*Exercise instructions*: Look through the data that follows and copy each line with the string "building".

*Stored data entries*:
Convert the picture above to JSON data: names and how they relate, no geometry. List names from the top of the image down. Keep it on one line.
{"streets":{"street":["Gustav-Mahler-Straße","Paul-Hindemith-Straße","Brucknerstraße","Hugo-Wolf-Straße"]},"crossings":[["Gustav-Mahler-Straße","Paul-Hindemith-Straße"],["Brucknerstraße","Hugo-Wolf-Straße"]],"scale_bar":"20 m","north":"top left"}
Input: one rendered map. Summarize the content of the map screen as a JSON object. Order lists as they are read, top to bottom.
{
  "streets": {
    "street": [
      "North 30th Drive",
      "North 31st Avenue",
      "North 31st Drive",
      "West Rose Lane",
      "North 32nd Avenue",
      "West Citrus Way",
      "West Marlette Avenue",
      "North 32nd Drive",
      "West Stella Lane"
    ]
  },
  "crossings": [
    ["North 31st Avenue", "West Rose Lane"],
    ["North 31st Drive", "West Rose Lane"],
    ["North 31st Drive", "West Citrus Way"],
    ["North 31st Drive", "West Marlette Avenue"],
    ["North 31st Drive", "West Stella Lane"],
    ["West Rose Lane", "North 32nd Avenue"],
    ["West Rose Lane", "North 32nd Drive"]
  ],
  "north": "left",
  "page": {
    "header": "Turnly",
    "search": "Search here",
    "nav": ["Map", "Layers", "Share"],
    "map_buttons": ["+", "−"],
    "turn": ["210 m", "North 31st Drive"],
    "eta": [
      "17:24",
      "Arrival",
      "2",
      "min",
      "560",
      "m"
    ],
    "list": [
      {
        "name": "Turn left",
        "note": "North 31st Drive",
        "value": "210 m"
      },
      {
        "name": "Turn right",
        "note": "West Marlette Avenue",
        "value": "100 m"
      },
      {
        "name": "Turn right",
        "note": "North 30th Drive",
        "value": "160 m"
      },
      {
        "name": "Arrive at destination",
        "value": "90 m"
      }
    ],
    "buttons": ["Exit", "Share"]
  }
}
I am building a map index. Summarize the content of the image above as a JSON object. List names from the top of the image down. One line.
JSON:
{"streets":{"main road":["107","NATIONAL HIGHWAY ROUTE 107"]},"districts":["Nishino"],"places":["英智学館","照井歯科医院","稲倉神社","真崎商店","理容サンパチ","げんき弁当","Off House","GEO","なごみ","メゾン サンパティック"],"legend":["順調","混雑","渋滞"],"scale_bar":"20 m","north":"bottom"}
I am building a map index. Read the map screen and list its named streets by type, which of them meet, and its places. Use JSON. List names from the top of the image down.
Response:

*Response area*:
I am building a map index. Summarize the content of the image above as a JSON object. List names from the top of the image down. One line.
I am building a map index. Read the map screen and list its named streets by type, which of them meet, and its places. Use JSON. List names from the top of the image down.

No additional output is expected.